#### Required work:
Tally the lines of the records below that include the word "Unterwegs", and write down only that tally.

#### Source data:
_ _ _ _ _
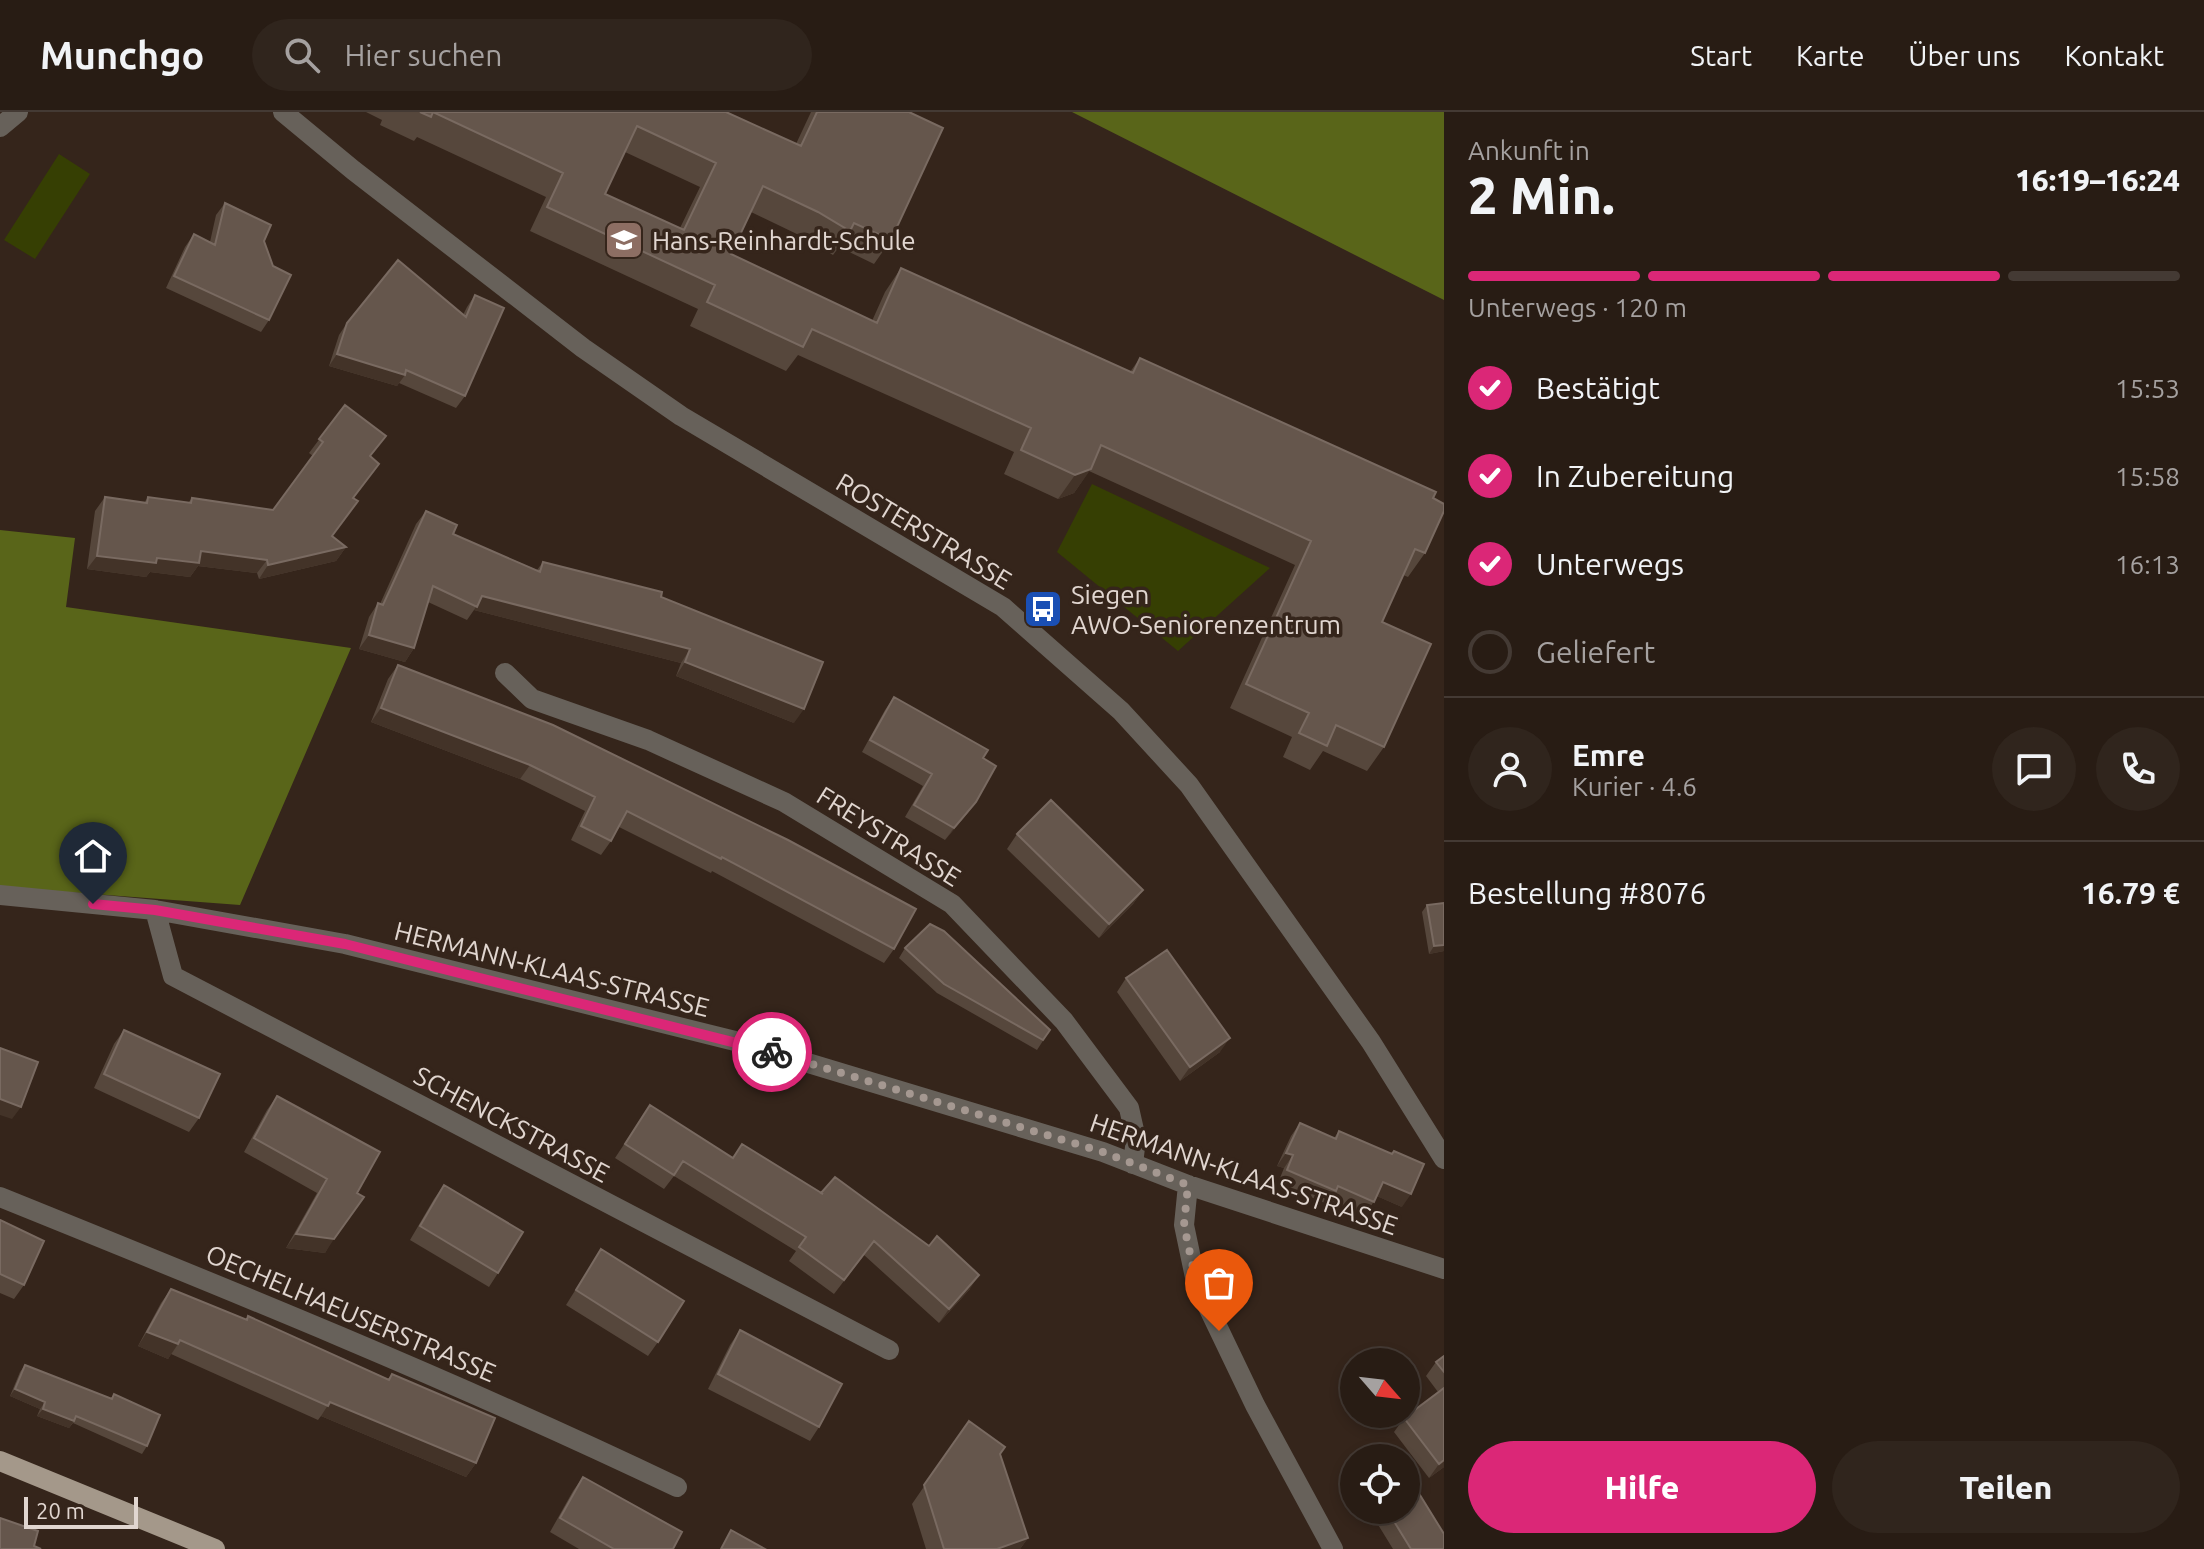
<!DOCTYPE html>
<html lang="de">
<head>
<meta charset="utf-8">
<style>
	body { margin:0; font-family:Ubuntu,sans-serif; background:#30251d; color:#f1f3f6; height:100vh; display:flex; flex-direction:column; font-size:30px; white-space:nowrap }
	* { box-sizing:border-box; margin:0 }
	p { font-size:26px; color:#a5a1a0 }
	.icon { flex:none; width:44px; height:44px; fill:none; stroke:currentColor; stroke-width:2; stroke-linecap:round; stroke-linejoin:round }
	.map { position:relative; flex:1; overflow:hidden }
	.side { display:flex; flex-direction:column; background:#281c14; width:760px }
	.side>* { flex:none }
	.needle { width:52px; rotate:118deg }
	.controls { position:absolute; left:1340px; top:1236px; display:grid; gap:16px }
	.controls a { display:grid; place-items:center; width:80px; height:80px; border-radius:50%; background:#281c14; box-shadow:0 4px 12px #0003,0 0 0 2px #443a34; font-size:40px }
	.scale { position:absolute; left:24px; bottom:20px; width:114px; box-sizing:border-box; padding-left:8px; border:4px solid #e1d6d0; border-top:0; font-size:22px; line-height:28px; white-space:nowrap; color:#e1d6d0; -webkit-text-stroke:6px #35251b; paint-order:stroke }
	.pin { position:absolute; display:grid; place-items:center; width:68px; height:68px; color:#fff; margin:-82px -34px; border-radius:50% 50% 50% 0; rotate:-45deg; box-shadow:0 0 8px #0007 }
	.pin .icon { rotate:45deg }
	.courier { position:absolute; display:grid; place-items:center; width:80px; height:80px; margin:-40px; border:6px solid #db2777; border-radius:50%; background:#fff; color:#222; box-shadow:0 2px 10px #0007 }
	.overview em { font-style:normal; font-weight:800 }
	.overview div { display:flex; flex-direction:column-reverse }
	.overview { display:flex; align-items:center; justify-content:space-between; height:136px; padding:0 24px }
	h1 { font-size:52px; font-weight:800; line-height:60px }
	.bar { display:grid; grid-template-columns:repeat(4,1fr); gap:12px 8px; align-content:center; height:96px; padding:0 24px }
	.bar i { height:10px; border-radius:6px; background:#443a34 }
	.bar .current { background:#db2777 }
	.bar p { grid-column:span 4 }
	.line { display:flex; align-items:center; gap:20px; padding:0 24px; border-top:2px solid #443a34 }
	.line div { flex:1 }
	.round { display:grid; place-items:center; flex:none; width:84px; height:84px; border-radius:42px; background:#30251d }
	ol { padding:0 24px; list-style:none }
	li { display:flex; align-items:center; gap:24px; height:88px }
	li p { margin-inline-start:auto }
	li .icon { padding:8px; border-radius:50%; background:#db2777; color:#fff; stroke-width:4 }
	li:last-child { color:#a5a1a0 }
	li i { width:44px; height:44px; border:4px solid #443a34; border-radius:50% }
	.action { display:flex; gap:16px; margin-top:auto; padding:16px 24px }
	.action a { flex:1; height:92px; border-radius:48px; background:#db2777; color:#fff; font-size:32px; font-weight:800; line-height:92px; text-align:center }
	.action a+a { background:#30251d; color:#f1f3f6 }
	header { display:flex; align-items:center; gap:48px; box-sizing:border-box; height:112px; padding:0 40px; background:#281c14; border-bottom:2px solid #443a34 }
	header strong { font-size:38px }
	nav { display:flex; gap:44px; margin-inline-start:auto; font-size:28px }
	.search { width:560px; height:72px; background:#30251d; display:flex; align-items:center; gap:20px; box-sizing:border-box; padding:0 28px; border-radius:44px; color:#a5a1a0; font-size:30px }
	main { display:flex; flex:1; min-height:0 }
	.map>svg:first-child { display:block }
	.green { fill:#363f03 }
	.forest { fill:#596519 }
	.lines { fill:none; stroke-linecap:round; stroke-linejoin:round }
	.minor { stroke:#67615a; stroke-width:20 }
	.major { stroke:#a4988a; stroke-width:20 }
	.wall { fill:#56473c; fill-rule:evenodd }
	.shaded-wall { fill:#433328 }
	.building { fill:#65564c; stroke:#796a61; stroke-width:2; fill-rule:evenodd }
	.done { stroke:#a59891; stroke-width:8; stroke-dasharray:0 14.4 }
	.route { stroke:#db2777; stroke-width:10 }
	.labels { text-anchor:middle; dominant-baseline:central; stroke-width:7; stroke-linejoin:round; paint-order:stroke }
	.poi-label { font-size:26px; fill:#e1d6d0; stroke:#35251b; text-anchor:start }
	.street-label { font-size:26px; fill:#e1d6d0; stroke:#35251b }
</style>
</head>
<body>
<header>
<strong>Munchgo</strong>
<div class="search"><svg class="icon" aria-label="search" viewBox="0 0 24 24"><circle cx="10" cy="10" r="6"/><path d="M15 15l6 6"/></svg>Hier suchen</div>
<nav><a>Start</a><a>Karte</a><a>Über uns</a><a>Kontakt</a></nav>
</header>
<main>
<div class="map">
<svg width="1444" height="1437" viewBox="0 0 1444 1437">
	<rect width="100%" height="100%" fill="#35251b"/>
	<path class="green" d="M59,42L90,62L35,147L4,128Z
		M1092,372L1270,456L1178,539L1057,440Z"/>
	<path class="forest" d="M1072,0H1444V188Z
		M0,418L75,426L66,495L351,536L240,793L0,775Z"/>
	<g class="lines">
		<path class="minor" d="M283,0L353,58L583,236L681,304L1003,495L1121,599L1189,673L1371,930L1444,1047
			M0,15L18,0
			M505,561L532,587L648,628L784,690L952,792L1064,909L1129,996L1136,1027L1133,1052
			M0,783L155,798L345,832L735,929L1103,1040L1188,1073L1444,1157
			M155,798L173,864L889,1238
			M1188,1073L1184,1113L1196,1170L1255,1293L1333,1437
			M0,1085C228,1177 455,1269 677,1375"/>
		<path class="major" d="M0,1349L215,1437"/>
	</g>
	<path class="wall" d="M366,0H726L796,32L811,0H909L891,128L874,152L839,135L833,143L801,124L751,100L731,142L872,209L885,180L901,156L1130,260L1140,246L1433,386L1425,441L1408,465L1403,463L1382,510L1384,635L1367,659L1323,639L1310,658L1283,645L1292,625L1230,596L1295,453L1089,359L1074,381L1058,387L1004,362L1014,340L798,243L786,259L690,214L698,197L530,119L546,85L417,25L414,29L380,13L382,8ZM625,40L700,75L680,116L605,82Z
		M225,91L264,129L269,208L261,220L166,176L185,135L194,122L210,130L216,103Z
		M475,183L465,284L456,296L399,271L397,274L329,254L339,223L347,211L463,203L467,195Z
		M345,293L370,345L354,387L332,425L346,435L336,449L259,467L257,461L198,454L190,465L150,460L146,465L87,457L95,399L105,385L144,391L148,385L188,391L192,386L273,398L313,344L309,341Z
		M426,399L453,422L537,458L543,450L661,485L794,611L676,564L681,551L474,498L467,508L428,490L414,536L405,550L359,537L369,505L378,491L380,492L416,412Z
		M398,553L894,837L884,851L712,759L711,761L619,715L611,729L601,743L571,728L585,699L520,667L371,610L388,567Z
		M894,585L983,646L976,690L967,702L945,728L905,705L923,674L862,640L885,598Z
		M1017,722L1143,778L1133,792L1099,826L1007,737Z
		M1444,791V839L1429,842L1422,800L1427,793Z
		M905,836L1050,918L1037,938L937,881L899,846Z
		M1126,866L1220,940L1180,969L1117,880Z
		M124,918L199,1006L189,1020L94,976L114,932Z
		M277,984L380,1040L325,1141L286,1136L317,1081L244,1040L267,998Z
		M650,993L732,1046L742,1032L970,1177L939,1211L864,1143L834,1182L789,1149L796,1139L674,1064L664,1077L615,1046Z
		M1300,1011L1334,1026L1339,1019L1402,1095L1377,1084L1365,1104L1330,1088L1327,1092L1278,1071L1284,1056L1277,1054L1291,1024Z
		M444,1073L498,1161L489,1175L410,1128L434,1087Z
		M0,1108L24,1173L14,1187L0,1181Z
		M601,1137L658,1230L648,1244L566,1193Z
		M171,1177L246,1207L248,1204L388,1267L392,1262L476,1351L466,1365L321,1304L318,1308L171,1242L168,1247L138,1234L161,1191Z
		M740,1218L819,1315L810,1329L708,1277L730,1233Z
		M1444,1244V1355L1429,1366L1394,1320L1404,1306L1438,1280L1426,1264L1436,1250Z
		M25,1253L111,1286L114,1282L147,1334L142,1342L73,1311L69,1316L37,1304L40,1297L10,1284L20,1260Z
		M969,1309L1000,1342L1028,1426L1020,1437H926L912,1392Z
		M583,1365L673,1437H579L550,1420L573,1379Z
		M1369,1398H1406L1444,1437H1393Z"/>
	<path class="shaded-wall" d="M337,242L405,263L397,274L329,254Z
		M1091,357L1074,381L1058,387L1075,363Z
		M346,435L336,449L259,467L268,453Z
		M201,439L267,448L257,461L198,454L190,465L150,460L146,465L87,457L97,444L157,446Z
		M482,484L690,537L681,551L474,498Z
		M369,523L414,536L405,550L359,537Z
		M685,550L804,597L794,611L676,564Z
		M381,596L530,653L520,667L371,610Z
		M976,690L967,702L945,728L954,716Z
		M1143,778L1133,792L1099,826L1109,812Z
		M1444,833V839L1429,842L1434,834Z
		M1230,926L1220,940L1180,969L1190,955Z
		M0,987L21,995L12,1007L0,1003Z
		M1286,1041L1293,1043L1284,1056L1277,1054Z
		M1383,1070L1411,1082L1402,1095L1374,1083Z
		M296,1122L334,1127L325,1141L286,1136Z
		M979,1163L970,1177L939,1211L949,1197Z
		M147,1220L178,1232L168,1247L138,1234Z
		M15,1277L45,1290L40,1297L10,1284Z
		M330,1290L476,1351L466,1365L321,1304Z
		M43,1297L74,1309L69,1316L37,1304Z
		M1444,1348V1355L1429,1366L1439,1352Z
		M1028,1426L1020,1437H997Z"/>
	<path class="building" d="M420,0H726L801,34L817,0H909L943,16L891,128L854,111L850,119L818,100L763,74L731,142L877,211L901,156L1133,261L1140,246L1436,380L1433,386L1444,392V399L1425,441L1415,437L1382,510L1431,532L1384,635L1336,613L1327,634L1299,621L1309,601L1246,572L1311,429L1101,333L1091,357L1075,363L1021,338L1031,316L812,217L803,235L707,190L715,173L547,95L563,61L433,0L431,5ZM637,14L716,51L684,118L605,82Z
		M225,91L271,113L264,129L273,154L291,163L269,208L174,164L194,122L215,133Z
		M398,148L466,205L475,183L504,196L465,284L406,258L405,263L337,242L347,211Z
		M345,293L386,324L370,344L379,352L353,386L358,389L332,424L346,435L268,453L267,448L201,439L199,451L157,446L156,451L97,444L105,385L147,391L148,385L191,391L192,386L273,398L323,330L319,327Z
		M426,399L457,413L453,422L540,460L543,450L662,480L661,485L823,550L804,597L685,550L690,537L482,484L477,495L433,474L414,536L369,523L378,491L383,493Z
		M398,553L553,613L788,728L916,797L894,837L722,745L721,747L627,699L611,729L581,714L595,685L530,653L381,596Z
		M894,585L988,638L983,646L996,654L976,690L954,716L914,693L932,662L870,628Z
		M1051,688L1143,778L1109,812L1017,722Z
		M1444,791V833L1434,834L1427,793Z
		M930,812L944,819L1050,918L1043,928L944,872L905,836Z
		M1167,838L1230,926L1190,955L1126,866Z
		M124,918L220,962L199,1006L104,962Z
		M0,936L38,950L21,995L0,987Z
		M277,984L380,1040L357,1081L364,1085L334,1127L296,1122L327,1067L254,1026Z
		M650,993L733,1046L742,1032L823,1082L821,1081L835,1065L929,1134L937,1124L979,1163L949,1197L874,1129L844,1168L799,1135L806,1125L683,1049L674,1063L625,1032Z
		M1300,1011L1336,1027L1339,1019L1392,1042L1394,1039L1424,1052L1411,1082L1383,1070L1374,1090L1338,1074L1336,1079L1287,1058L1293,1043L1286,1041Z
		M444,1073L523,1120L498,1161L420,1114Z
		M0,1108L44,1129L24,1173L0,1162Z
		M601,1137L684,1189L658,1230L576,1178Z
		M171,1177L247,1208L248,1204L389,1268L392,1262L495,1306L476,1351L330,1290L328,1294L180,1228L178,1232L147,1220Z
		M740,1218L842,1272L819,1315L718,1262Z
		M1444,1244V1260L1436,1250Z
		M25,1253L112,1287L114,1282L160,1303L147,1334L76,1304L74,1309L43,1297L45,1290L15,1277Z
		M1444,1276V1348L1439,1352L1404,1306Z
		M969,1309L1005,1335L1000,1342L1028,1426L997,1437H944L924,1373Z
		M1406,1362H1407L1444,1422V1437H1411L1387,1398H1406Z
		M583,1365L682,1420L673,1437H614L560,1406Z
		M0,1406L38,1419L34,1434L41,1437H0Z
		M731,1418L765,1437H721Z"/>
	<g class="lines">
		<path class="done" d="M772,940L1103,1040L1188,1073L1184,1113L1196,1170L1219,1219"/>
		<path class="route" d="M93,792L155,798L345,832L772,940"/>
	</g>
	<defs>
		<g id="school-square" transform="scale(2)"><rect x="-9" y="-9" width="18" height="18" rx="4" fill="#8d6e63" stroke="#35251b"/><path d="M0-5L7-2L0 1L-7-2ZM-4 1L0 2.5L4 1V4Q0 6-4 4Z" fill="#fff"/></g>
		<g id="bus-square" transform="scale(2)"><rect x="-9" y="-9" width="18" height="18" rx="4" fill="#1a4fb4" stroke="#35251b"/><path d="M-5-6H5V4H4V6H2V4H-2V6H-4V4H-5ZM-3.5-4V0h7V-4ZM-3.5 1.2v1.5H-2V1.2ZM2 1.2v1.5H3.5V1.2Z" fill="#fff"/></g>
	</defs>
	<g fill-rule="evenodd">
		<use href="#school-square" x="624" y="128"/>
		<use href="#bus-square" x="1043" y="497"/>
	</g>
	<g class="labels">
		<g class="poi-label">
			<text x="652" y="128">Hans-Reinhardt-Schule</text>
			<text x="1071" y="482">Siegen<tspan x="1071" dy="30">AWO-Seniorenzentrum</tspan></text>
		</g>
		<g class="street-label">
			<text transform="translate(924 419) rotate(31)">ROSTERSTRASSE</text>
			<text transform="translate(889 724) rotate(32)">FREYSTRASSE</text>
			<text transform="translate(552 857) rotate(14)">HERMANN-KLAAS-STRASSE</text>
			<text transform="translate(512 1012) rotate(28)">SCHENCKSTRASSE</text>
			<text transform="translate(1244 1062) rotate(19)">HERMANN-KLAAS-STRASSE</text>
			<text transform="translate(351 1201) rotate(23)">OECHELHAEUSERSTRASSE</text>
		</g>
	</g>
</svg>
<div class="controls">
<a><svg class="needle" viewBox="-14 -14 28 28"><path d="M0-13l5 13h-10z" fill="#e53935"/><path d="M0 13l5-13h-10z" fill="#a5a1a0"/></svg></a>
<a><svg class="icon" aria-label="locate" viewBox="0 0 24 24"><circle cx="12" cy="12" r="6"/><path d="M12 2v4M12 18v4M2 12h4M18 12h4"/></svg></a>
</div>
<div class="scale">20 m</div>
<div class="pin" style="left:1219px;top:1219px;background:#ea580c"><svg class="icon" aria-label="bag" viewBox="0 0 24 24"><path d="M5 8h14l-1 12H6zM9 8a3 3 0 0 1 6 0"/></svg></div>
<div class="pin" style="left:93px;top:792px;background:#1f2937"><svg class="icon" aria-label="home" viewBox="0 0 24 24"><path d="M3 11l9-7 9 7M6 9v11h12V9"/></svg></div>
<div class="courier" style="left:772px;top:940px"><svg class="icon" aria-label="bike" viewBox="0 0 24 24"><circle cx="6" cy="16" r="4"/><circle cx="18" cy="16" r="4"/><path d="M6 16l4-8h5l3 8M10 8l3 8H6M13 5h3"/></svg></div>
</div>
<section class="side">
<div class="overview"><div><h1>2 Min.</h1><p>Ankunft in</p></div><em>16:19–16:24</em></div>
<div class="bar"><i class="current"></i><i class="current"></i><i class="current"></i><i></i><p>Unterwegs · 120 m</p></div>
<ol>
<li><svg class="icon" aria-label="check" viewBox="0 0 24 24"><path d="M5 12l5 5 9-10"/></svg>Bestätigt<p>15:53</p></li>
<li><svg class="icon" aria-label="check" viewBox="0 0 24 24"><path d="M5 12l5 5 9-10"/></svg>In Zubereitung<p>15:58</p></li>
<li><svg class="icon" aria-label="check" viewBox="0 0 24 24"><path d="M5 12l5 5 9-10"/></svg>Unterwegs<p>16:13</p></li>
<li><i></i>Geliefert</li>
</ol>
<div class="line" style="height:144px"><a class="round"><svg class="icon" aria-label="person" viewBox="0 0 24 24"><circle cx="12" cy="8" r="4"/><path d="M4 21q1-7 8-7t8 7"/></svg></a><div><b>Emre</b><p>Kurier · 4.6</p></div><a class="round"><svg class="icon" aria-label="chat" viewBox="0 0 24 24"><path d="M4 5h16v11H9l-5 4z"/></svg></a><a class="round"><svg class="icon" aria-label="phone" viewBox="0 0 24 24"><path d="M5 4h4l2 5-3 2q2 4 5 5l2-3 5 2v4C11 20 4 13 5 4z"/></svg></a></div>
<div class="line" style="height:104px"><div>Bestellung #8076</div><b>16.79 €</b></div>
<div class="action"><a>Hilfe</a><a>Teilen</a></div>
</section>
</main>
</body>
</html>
_ _ _ _ _
#### Answer for this exercise:
2